▶ _YOUR TASK_
Every line below that holds the string "김해중부경찰서" should be copied out.

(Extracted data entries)
··········
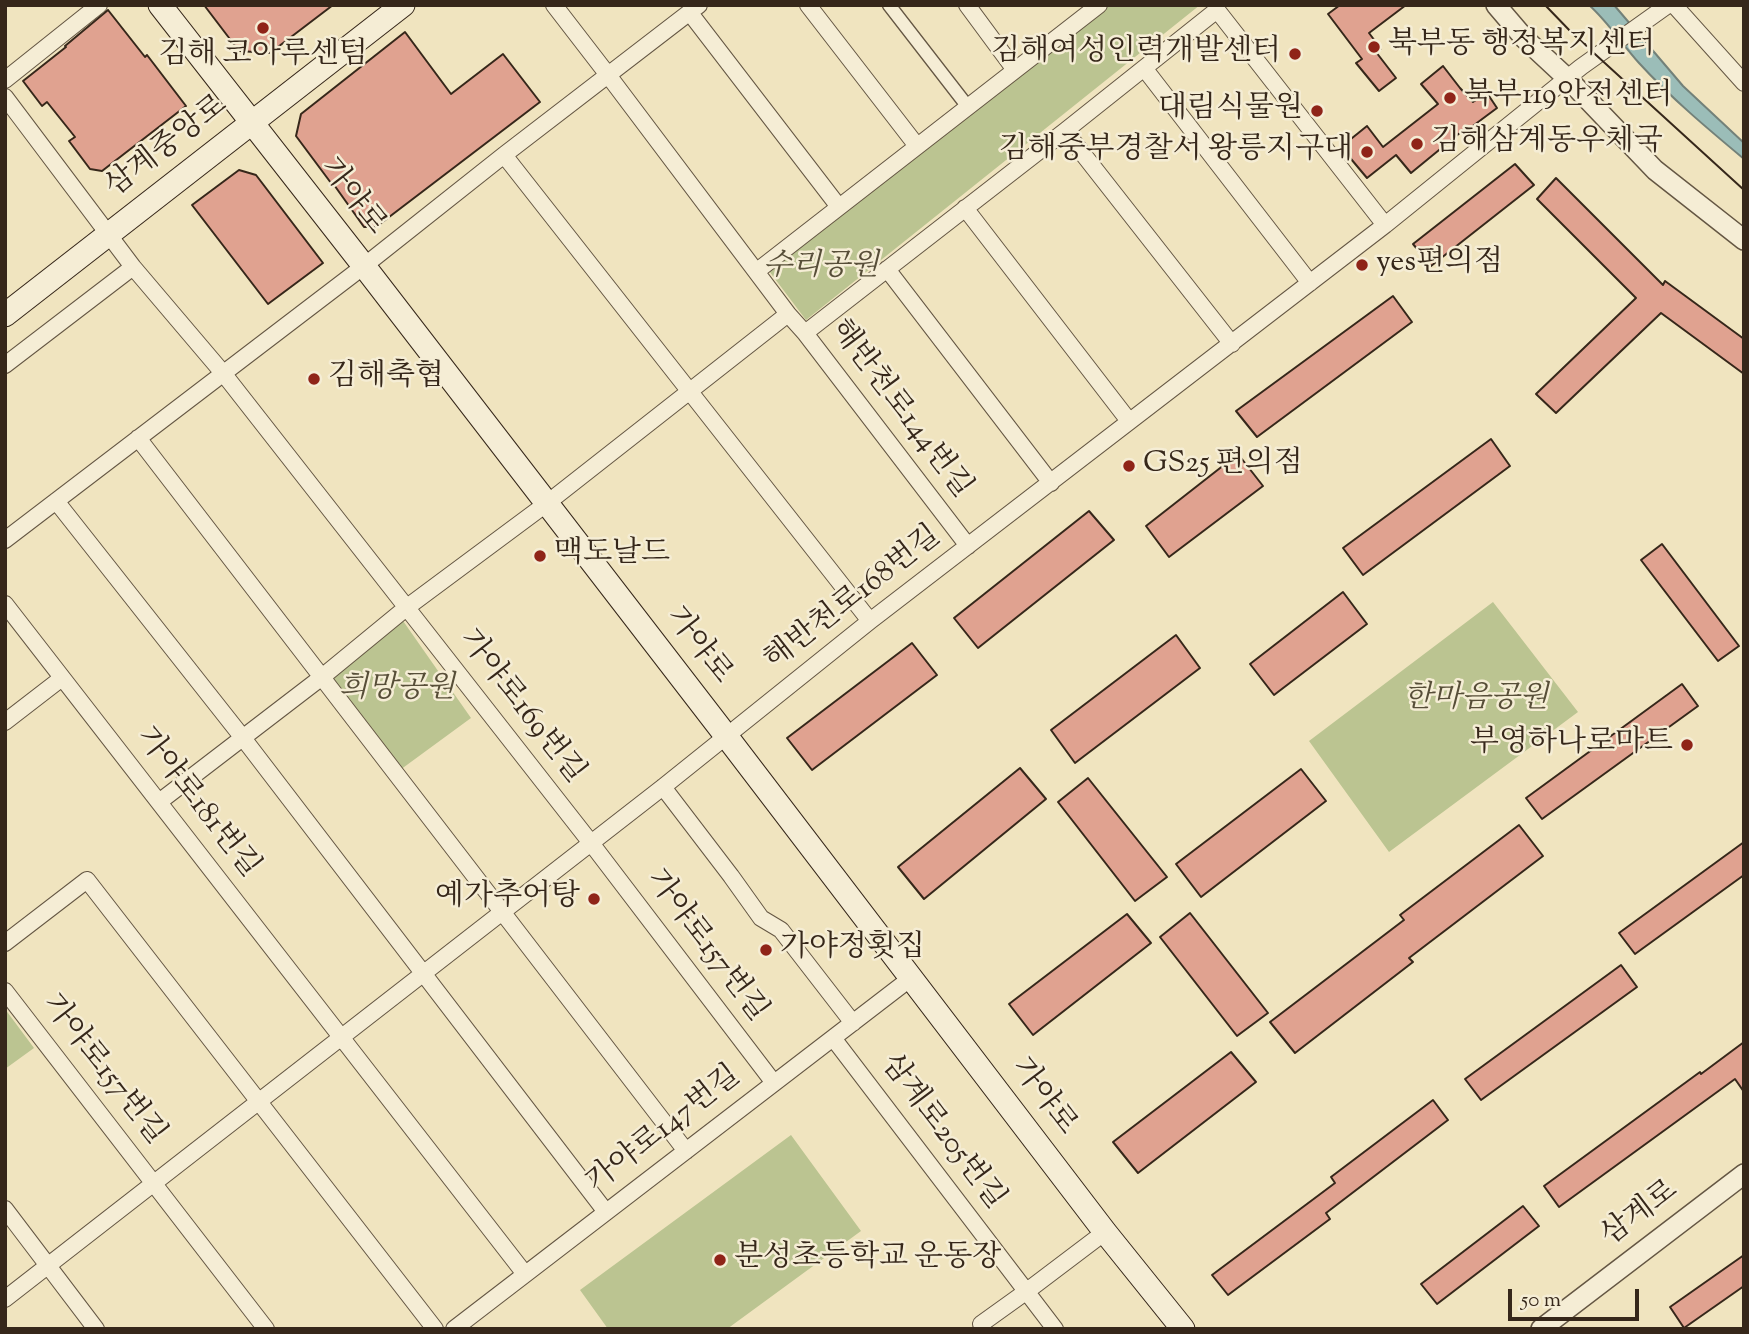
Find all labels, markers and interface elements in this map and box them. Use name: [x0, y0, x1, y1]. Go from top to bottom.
marker: 김해 코아루센텀: [255, 20, 271, 36]
place label: 북부동 행정복지센터: [1388, 29, 1655, 65]
place label: 김해여성인력개발센터: [991, 36, 1281, 72]
place label: 김해 코아루센텀: [158, 39, 368, 75]
marker: 북부동 행정복지센터: [1366, 39, 1382, 55]
marker: 김해여성인력개발센터: [1287, 46, 1303, 62]
place label: 북부119안전센터: [1464, 80, 1673, 116]
street label: 삼계중앙로: [100, 89, 236, 207]
marker: 북부119안전센터: [1442, 90, 1458, 106]
place label: 대림식물원: [1158, 93, 1303, 129]
marker: 대림식물원: [1309, 103, 1325, 119]
place label: 김해삼계동우체국: [1431, 126, 1663, 162]
place label: 김해중부경찰서 왕릉지구대: [999, 134, 1353, 170]
marker: 김해삼계동우체국: [1409, 136, 1425, 152]
marker: 김해중부경찰서 왕릉지구대: [1359, 144, 1375, 160]
street label: 가야로: [310, 153, 392, 243]
place label: yes편의점: [1376, 247, 1503, 283]
park label: 수리공원: [763, 251, 879, 287]
marker: yes편의점: [1354, 257, 1370, 273]
street label: 해반천로144번길: [820, 314, 978, 506]
place label: 김해축협: [328, 361, 444, 397]
marker: 김해축협: [306, 371, 322, 387]
place label: GS25 편의점: [1143, 448, 1303, 484]
marker: GS25 편의점: [1121, 458, 1137, 474]
street label: 해반천로168번길: [759, 520, 949, 680]
place label: 맥도날드: [554, 538, 670, 574]
marker: 맥도날드: [532, 548, 548, 564]
street label: 가야로: [656, 602, 738, 692]
street label: 가야로169번길: [449, 624, 591, 792]
park label: 희망공원: [339, 673, 455, 709]
park label: 한마음공원: [1404, 683, 1548, 719]
street label: 가야로181번길: [126, 722, 266, 886]
place label: 부영하나로마트: [1470, 727, 1673, 763]
marker: 부영하나로마트: [1679, 737, 1695, 753]
street label: 가야로157번길: [636, 864, 774, 1030]
place label: 예가추어탕: [435, 881, 580, 917]
marker: 예가추어탕: [586, 891, 602, 907]
place label: 가야정횟집: [780, 932, 925, 968]
marker: 가야정횟집: [758, 942, 774, 958]
street label: 가야로157번길: [32, 989, 172, 1153]
street label: 삼계로205번길: [871, 1048, 1011, 1218]
street label: 가야로: [1001, 1052, 1083, 1144]
street label: 가야로147번길: [581, 1060, 749, 1202]
street label: 삼계로: [1595, 1174, 1687, 1256]
place label: 분성초등학교 운동장: [734, 1242, 1001, 1278]
marker: 분성초등학교 운동장: [712, 1252, 728, 1268]
scale bar: [1511, 1274, 1642, 1318]
text: 50 m: [1521, 1286, 1561, 1316]

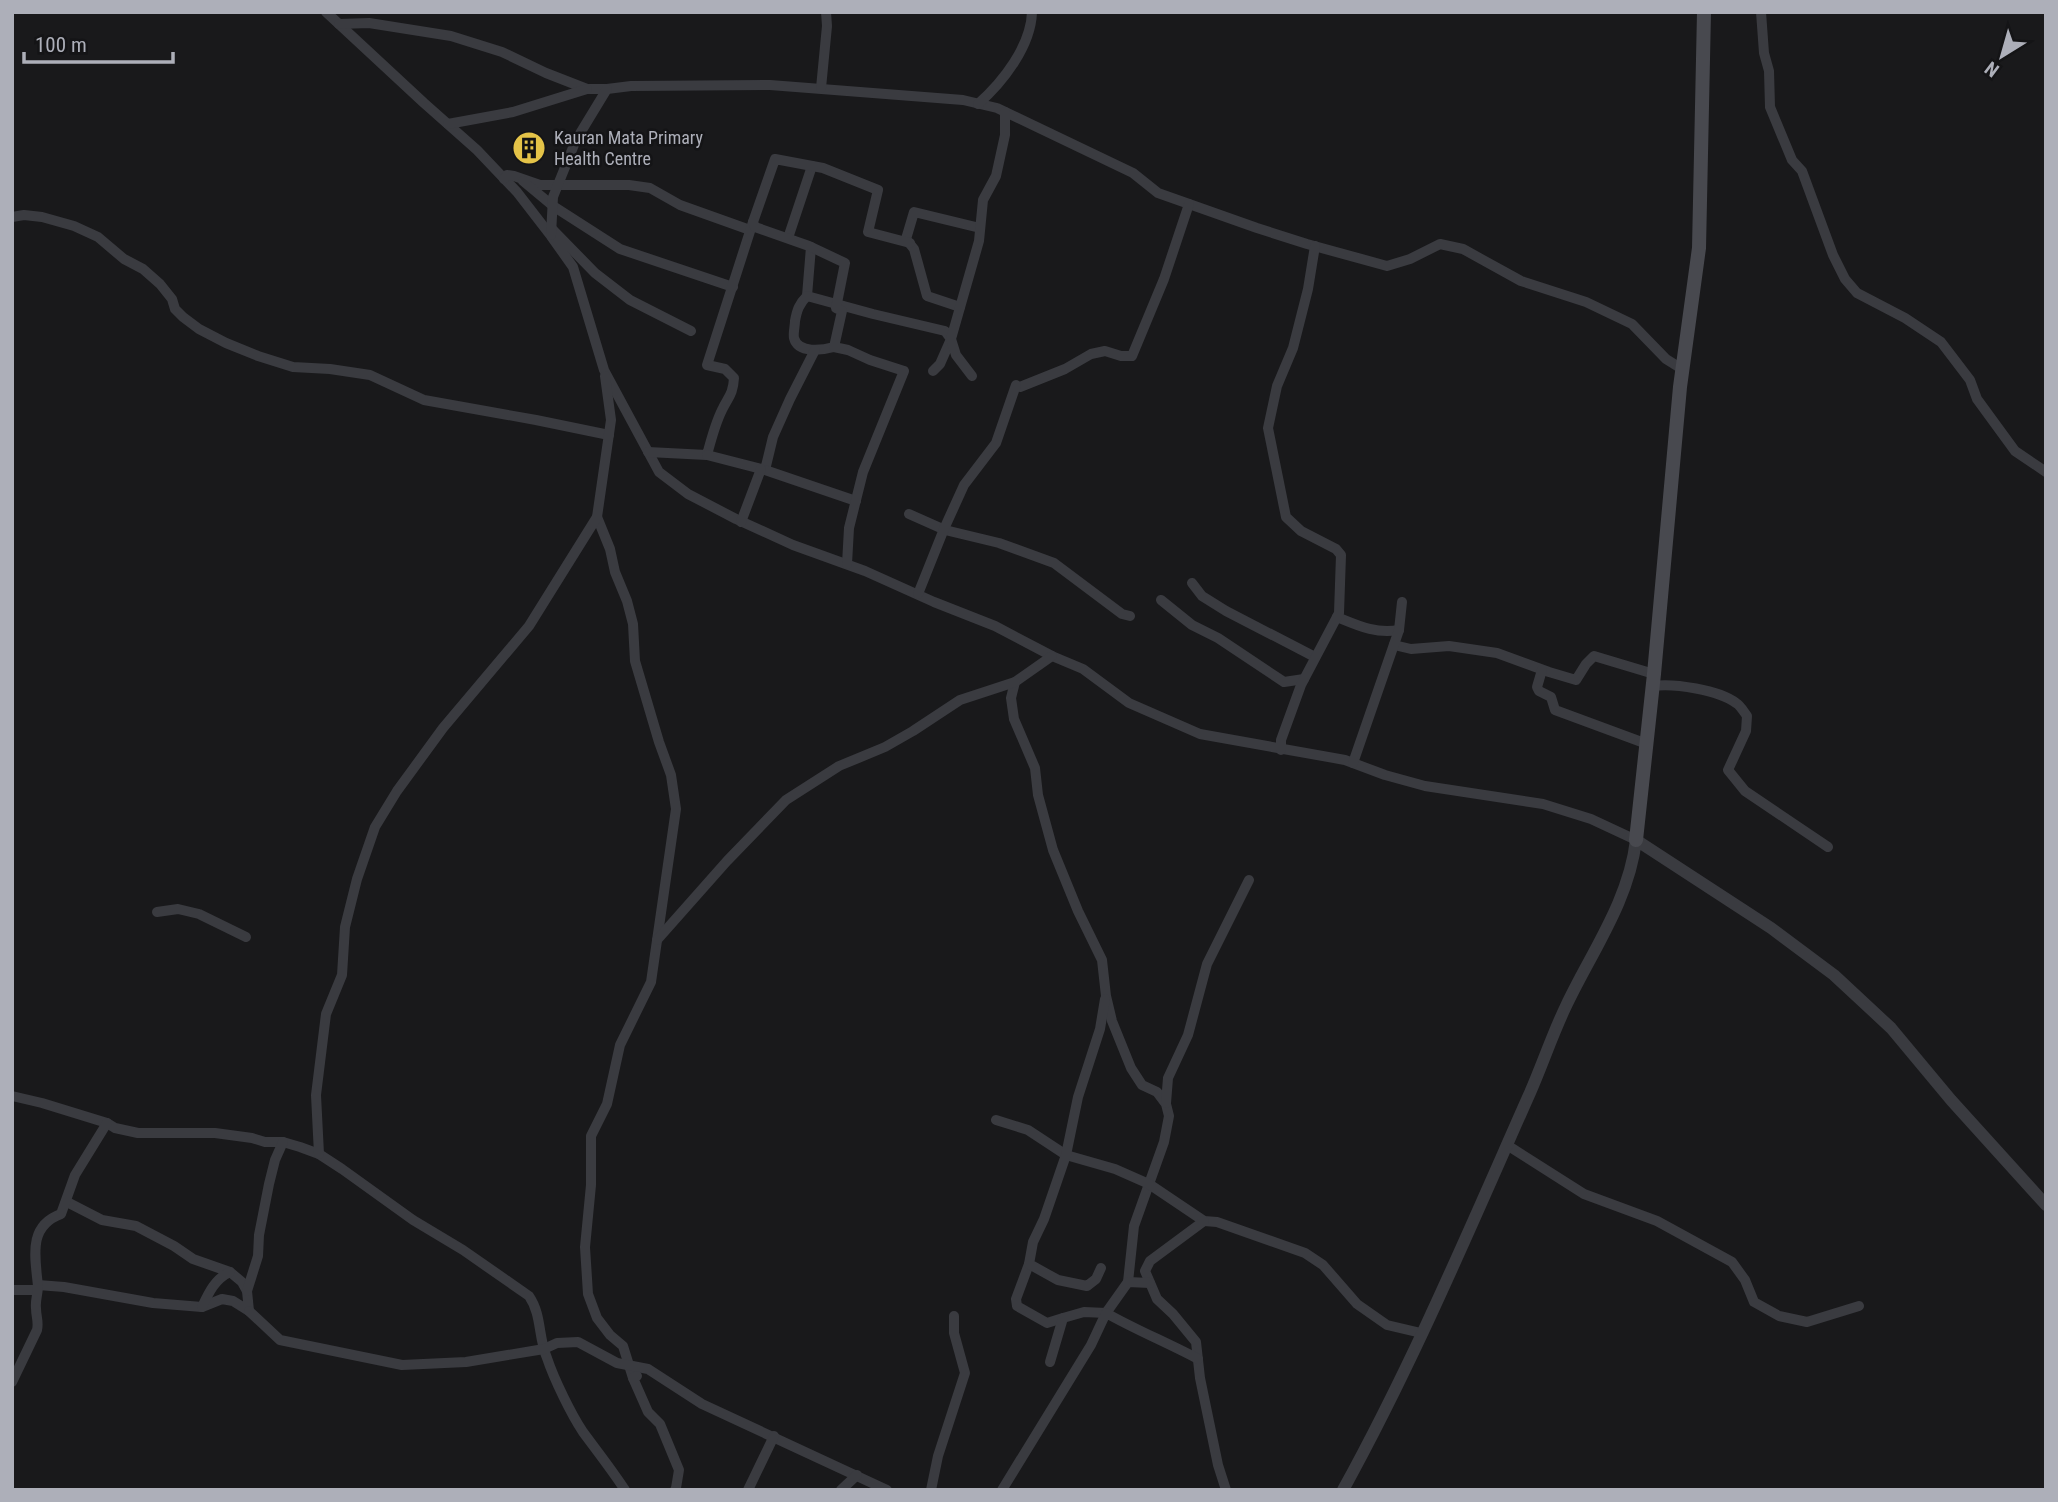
··········
▶ _REPLY_
place label: 김해중부경찰서 왕릉지구대: [999, 134, 1353, 170]
marker: 김해중부경찰서 왕릉지구대: [1359, 144, 1375, 160]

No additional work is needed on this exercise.